§ **WHAT TO PRODUCE**: Which of the lines below include the word "defs"? Pull each one out.

§ **SUPPLIED RECORDS**:
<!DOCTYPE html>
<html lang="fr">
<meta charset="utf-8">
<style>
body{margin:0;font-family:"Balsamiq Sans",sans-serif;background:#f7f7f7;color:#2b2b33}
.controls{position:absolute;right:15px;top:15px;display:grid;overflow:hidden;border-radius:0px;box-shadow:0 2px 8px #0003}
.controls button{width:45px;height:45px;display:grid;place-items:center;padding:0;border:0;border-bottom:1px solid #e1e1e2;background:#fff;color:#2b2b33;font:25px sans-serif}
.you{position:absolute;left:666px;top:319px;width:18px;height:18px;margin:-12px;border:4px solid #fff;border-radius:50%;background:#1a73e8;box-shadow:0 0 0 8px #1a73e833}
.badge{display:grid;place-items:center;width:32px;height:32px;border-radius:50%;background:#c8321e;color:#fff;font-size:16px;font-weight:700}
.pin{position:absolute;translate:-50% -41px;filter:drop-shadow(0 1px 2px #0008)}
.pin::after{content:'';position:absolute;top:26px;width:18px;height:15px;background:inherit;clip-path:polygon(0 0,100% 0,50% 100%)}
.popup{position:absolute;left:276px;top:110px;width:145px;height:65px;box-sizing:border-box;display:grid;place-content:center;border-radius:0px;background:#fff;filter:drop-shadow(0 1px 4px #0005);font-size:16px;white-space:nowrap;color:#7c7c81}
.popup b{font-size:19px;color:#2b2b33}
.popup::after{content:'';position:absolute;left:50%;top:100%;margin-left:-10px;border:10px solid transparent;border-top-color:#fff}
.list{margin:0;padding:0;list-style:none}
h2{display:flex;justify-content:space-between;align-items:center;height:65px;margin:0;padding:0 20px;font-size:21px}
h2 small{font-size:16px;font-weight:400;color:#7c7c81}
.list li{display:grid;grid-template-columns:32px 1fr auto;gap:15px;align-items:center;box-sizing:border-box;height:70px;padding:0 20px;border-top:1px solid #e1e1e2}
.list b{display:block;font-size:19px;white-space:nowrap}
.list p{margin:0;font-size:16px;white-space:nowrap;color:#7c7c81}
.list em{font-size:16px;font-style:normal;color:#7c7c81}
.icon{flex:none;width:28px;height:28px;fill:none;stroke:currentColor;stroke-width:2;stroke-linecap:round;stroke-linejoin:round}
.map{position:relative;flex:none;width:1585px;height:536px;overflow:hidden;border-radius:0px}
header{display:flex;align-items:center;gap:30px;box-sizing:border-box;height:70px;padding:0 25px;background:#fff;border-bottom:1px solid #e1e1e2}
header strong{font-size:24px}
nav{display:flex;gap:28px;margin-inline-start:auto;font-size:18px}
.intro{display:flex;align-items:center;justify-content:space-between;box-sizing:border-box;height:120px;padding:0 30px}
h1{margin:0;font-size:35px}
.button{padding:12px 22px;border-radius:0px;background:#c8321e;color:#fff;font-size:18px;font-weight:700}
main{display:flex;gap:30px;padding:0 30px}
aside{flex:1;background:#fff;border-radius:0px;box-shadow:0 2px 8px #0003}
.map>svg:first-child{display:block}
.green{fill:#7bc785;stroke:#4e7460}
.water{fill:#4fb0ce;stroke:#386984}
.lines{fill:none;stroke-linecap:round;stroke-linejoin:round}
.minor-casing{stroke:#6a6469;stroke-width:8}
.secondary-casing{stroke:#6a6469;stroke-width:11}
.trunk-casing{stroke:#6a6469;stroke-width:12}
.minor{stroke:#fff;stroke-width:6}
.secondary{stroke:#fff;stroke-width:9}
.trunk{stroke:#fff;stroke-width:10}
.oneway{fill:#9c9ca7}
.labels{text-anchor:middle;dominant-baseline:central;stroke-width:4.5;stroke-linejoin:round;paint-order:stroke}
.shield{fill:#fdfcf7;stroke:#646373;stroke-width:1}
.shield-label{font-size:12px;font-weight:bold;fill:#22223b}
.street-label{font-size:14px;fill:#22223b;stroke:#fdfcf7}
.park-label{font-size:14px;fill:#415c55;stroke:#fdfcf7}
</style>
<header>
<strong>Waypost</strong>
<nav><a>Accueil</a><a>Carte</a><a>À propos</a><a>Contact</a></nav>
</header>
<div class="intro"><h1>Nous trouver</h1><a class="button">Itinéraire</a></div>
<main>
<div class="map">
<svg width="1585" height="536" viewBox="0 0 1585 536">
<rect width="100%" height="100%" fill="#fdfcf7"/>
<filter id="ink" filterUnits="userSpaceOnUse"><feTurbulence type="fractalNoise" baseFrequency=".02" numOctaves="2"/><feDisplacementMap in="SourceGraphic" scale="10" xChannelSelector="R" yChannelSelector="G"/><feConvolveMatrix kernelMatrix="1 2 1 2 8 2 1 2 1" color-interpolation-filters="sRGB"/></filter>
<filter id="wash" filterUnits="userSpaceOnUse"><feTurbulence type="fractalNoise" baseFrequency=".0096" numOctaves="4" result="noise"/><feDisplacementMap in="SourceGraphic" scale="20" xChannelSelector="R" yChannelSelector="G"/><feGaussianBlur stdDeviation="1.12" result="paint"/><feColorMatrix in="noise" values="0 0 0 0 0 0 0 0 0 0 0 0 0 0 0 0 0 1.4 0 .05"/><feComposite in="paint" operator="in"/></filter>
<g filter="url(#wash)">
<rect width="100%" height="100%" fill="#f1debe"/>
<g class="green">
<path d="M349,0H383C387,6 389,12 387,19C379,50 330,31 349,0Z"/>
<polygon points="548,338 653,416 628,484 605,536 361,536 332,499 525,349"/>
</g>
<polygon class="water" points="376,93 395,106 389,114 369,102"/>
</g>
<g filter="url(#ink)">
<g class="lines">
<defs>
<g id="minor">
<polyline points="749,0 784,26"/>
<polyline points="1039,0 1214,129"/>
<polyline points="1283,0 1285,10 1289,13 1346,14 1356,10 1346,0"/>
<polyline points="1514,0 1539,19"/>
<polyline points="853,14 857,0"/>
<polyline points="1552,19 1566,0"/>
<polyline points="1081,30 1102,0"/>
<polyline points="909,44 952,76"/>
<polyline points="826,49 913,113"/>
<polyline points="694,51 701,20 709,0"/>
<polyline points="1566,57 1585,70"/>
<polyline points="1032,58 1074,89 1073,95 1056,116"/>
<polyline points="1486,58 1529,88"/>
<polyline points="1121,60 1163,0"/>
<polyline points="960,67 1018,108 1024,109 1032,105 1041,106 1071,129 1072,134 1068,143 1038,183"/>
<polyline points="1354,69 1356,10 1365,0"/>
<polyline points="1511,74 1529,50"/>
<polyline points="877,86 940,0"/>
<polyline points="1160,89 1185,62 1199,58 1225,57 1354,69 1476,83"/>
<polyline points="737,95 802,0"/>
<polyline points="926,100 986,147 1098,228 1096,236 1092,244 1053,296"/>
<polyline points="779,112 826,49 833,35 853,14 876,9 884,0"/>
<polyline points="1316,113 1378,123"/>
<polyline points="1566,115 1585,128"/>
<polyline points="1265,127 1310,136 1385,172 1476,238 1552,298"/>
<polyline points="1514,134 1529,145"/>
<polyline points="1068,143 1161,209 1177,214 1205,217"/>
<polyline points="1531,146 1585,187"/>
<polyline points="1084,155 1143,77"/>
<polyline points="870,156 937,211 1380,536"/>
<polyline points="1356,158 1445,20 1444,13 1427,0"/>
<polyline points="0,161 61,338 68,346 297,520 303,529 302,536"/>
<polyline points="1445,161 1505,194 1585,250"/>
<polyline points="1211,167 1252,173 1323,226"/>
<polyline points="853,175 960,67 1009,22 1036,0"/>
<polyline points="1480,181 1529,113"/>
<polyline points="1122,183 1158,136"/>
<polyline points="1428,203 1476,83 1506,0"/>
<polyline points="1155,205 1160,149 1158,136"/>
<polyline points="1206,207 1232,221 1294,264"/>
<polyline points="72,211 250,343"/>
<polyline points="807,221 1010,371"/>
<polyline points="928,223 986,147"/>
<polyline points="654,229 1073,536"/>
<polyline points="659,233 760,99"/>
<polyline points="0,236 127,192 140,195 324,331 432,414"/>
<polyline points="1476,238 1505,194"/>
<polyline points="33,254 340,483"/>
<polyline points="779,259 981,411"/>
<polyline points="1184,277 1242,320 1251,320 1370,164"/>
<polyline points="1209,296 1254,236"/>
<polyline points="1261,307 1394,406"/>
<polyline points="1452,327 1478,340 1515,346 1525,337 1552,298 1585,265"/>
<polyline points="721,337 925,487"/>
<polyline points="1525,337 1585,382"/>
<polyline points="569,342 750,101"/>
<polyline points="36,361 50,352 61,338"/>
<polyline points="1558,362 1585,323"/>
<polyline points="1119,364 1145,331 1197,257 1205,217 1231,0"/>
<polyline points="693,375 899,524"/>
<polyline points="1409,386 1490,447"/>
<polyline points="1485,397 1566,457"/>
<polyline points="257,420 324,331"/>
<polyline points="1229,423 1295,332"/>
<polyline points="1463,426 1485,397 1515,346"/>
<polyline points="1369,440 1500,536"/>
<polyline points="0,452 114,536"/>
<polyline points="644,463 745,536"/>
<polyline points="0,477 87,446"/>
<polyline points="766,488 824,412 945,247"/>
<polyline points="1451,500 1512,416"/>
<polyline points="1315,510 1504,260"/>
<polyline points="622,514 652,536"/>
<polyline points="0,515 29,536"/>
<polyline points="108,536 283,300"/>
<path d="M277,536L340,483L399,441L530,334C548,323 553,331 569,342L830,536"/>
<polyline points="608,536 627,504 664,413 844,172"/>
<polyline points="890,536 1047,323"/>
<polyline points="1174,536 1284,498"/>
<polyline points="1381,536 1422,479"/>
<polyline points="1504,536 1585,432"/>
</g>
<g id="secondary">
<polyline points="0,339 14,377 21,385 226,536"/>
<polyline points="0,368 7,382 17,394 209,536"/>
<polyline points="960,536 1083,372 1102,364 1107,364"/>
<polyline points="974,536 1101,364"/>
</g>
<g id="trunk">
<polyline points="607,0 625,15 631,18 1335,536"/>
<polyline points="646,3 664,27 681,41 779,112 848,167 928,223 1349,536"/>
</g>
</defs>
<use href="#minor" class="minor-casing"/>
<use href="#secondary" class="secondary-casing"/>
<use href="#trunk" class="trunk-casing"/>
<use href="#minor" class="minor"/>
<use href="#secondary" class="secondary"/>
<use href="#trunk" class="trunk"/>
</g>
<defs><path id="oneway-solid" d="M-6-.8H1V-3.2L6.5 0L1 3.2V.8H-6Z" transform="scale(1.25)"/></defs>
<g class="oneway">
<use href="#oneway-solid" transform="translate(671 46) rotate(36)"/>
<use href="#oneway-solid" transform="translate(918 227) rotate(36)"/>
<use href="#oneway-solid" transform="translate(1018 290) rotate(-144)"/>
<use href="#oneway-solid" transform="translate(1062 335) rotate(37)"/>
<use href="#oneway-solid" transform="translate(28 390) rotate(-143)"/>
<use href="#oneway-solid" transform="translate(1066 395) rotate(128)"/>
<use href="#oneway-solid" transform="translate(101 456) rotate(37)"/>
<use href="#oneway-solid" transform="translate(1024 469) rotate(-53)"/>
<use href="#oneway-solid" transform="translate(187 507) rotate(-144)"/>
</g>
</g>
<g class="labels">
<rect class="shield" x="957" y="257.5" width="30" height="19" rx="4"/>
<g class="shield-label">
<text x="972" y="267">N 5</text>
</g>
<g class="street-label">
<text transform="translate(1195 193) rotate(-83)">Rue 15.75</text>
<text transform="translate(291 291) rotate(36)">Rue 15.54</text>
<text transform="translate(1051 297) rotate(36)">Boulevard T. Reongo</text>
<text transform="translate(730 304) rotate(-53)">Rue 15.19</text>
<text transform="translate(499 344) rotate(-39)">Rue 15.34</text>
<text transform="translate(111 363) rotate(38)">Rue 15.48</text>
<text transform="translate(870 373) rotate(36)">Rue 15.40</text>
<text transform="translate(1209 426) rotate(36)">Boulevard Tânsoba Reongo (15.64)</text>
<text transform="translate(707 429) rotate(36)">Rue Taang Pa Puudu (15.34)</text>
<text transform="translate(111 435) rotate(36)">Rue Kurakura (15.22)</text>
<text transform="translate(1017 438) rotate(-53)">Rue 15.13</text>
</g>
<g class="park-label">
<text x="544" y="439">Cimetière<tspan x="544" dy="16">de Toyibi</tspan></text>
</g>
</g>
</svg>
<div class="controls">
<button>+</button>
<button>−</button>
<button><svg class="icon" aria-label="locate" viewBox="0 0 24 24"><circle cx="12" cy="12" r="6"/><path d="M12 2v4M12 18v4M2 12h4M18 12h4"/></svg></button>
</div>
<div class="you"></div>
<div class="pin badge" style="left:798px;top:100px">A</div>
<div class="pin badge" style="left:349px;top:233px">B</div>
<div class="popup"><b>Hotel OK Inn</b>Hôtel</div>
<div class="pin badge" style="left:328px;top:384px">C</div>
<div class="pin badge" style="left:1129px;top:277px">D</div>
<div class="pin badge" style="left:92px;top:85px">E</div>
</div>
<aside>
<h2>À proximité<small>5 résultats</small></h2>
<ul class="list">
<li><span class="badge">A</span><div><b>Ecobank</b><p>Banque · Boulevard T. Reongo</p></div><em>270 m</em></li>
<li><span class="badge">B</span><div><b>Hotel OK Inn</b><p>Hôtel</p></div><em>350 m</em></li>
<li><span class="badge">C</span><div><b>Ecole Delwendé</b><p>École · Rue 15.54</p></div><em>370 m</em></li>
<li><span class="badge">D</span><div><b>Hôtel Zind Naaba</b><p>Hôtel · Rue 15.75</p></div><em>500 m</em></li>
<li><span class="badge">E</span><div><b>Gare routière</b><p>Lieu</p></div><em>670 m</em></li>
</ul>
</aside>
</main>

§ **RESPONSE TO THE TASK**:
<defs>
</defs>
<defs><path id="oneway-solid" d="M-6-.8H1V-3.2L6.5 0L1 3.2V.8H-6Z" transform="scale(1.25)"/></defs>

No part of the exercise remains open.